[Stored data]
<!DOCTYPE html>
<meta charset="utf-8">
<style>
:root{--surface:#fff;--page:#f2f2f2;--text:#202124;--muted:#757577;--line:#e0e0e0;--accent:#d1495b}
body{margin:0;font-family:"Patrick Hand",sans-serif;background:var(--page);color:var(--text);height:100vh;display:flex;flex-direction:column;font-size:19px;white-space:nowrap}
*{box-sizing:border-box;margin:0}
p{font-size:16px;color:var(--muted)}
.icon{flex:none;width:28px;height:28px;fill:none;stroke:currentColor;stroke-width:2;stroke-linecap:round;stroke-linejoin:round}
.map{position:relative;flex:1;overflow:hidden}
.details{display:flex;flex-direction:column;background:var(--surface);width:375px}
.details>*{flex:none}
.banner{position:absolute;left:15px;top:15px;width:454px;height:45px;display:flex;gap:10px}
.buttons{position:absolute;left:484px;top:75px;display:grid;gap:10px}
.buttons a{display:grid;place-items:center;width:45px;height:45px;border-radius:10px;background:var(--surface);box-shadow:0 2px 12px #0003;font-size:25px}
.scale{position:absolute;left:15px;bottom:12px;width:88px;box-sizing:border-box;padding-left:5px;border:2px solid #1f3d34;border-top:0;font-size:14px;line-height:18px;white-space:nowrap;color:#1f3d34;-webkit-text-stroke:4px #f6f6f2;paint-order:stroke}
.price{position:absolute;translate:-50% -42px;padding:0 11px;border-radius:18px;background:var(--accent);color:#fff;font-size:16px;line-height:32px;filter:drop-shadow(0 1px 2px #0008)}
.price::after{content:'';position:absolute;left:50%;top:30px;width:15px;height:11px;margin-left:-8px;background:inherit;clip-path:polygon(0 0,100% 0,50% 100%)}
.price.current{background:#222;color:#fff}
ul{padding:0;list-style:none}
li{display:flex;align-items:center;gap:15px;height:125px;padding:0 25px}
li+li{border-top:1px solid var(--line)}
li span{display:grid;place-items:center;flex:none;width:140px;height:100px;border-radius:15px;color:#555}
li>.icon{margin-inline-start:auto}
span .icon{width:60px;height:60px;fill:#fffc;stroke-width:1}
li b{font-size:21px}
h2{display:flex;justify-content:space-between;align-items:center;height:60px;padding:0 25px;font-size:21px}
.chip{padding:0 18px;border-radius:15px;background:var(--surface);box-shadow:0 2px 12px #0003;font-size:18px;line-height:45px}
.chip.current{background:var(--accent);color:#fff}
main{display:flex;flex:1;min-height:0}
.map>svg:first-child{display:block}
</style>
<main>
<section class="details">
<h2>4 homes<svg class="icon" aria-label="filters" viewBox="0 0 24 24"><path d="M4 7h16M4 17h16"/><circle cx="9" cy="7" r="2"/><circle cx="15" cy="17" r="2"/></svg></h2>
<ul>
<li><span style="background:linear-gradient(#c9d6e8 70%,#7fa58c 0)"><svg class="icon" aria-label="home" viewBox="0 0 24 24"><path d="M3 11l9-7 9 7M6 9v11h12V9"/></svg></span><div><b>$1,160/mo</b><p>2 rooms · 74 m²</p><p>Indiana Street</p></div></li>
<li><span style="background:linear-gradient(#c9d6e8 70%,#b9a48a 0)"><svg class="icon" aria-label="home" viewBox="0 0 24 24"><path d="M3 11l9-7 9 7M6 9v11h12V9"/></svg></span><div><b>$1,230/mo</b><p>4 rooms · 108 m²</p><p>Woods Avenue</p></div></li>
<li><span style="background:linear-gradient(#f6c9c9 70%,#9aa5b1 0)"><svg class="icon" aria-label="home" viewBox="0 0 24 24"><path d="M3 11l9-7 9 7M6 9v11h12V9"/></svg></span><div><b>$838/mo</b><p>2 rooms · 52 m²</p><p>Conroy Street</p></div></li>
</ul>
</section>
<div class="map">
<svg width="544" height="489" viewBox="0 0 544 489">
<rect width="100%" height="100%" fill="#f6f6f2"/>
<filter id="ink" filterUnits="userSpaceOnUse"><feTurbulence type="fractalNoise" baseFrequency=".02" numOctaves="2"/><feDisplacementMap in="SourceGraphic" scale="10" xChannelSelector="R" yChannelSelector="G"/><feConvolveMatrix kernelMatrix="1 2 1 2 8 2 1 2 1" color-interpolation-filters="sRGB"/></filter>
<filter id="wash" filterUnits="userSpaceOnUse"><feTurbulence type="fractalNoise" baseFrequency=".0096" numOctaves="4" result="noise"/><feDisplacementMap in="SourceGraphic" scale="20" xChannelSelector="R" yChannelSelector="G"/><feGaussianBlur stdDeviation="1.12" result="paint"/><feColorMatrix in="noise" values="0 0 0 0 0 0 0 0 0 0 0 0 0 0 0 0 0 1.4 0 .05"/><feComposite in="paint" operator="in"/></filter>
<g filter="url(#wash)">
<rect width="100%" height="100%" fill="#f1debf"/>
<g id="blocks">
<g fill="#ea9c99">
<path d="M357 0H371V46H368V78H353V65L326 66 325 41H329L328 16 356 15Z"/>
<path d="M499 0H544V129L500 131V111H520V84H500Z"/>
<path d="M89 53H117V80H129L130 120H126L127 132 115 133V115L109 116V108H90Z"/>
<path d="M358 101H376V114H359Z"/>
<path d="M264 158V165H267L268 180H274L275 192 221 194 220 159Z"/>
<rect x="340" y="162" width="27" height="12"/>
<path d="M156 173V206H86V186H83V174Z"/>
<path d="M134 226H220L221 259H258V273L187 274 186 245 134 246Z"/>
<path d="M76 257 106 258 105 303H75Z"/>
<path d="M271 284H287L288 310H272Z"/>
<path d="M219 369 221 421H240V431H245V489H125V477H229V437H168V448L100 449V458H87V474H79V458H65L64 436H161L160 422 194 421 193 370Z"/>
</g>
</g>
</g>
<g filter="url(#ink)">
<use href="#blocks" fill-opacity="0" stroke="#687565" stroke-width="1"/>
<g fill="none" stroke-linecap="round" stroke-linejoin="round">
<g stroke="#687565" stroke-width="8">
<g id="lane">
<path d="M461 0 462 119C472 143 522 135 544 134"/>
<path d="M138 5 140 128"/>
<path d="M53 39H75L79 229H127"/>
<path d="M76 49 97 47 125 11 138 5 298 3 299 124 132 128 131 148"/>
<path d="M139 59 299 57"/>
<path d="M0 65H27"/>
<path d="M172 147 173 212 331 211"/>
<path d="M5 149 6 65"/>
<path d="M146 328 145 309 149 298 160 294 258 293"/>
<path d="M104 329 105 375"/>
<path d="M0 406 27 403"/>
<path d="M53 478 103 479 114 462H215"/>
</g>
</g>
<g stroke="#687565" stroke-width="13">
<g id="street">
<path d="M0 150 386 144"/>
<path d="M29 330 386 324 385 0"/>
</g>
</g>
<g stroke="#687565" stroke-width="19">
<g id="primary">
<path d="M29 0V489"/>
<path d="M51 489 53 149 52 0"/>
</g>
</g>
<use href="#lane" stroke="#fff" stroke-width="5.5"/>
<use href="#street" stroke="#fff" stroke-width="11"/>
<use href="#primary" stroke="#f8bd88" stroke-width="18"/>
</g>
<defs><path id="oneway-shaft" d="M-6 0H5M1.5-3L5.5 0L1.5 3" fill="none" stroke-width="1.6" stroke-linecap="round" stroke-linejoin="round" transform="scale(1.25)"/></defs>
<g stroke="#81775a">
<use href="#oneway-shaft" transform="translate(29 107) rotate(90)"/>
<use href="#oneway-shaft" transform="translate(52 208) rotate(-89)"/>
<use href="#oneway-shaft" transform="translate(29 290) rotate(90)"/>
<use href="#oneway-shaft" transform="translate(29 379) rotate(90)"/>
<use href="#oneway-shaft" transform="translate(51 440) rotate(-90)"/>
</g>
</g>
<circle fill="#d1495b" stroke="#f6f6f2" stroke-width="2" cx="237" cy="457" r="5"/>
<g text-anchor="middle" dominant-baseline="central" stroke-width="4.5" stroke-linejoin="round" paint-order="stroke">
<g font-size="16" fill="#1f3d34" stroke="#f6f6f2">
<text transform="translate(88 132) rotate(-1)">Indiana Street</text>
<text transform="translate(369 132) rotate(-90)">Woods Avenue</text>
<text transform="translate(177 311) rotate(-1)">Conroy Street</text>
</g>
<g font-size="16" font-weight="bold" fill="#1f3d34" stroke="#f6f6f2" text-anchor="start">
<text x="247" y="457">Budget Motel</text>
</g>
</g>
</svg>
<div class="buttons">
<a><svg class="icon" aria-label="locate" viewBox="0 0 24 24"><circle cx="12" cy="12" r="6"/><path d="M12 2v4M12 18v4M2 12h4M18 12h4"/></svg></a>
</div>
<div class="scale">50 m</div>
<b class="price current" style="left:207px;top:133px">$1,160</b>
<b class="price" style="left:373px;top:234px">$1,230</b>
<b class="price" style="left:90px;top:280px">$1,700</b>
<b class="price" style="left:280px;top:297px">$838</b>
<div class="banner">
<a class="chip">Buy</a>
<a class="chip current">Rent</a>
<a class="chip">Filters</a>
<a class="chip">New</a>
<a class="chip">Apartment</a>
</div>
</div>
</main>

EXERCISE BRIEF:
The answer must be every line of the entries that includes the word "column".

EXERCISE OUTPUT:
body{margin:0;font-family:"Patrick Hand",sans-serif;background:var(--page);color:var(--text);height:100vh;display:flex;flex-direction:column;font-size:19px;white-space:nowrap}
.details{display:flex;flex-direction:column;background:var(--surface);width:375px}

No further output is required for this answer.